Cengiz Dağcı baskıların, zulümlerin, işkencenin, sürgünlerin, insanın insana yaşatabileceği her türlü acının tanığı olmuş, yurdu kaybetmenin ıstırabını bizzat yaşamıştır. II. Dünya Savaşı sırasında Varşova’da eşi Regina ile kaderleri kesişmiş, savaşın sonunda Londra’ya yerleşmişlerdir. İngiltere, Cengiz Dağcı ve kader arkadaşı için yeni bir başlangıçtır. Bir Kırım Türkü ile bir Polonyalı beraberce pek çok sıkıntıya katlanarak, memleketlerinden, ailelerinden, kültürlerinden çok uzakta kendilerine yeni bir hayat kurarlar. Cengiz Dağcı ve Regina’nın hayatlarına bakıldığında sert esen bir rüzgârın önünde çaresizce uçuşan nesneler misali savaşın da onları anavatanlarından koparıp hayatlarını alt üst ettiği, bu alt üst oluş, bu dağılma ile eski yaşamlarını ortadan kaldırdığı, kendi iradeleri dışında oradan oraya savurup saçtığı görülmektedir.
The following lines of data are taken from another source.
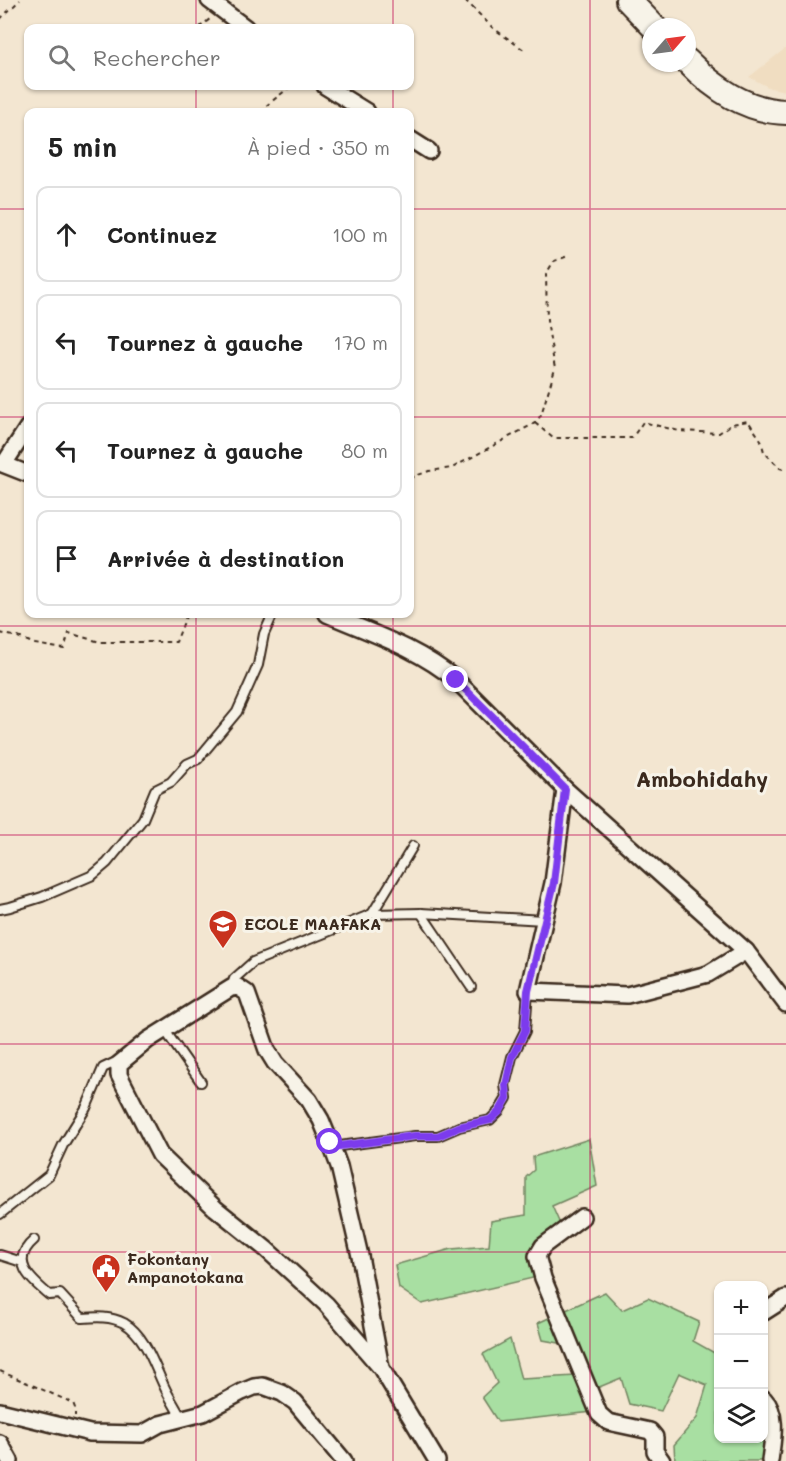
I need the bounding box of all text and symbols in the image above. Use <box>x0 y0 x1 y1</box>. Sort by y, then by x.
north arrow <box>642 18 696 72</box>
search box <box>24 24 414 90</box>
icon: search <box>45 41 78 74</box>
text: Rechercher <box>93 43 221 72</box>
text: 5 min <box>48 130 117 164</box>
text: À pied · 350 m <box>247 134 390 160</box>
icon: ahead <box>50 218 83 251</box>
text: Continuez <box>107 220 217 249</box>
text: 100 m <box>332 221 388 247</box>
icon: left <box>50 326 83 359</box>
text: Tournez à gauche <box>107 328 303 357</box>
text: 170 m <box>333 329 388 355</box>
icon: left <box>50 434 83 467</box>
text: Tournez à gauche <box>107 436 303 465</box>
text: 80 m <box>341 437 388 463</box>
icon: arrive <box>50 542 83 575</box>
text: Arrivée à destination <box>107 544 344 573</box>
route end <box>442 666 468 692</box>
district label: Ambohidahy <box>636 764 768 793</box>
school or university icon: ECOLE MAAFAKA <box>207 908 239 950</box>
place label: ECOLE MAAFAKA <box>244 913 381 934</box>
route start <box>316 1128 342 1154</box>
place label: Fokontany Ampanotokana <box>127 1248 244 1287</box>
public building icon: Fokontany Ampanotokana <box>90 1252 122 1294</box>
map controls <box>714 1281 768 1443</box>
button: + <box>714 1281 768 1335</box>
button: − <box>714 1335 768 1389</box>
button: layers <box>714 1389 768 1443</box>

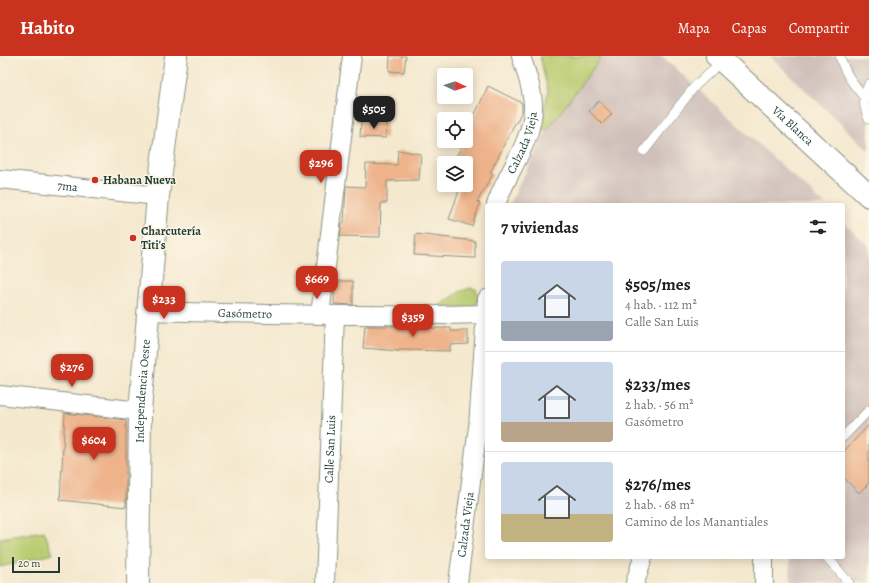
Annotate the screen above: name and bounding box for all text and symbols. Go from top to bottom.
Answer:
text: Habito [20,15,74,41]
text: Mapa [678,19,710,38]
text: Capas [732,19,767,38]
text: Compartir [789,19,849,38]
north arrow [437,68,473,104]
map controls [437,68,473,192]
pin: $505 [350,96,398,130]
text: $505 [362,100,386,117]
street label: Vía Blanca [768,102,817,149]
street label: Calzada Vieja [503,110,541,177]
button: locate [437,112,473,148]
pin: $296 [297,150,345,184]
text: $296 [309,154,333,171]
button: layers [437,156,473,192]
place label: Habana Nueva [103,172,176,188]
marker: Habana Nueva [90,175,100,185]
street label: 7ma [57,177,79,195]
text: 7 viviendas [501,216,579,239]
icon: filters [807,216,829,238]
place label: Charcutería Titi's [141,223,201,253]
marker: Charcutería Titi's [128,233,138,243]
pin: $669 [293,266,341,300]
text: $669 [305,270,329,287]
text: $505/mes [625,273,691,296]
icon: home [533,277,581,325]
pin: $233 [140,286,188,320]
text: $233 [152,290,176,307]
text: 4 hab. · 112 m² [625,296,697,313]
pin: $359 [389,304,437,338]
street label: Gasómetro [218,305,272,322]
text: $359 [401,308,425,325]
text: Calle San Luis [625,313,699,330]
street label: Independencia Oeste [132,339,154,443]
pin: $276 [48,354,96,388]
text: $276 [60,358,84,375]
text: $233/mes [625,373,690,396]
icon: home [533,378,581,426]
text: 2 hab. · 56 m² [625,396,694,413]
text: Gasómetro [625,413,684,430]
street label: Calle San Luis [321,415,339,484]
pin: $604 [70,427,118,461]
text: $604 [82,431,106,448]
text: $276/mes [625,473,691,496]
icon: home [533,478,581,526]
street label: Calzada Vieja [453,490,478,558]
text: 2 hab. · 68 m² [625,496,694,513]
text: Camino de los Manantiales [625,513,768,530]
scale bar [12,555,60,574]
text: 20 m [18,556,40,571]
Bu çalışmada Cengiz Dağcı’nın II. Dünya Savaşı’nı konu alan romanlarında savaşın yazar ve eşinin hayatında olduğu gibi bireyler için bir kader haline gelip onların hayatlarını nasıl alt üst ettiği, yurtlarından koparıp başka diyarlara nasıl savurduğu ve bu savruluşun aslında milletlerin savruluşu olduğu yansıtılmaya çalışılacaktır.

Keywords
Cengiz Dağcı, II. Dünya Savaşı, Savruluş, Kader, Roman.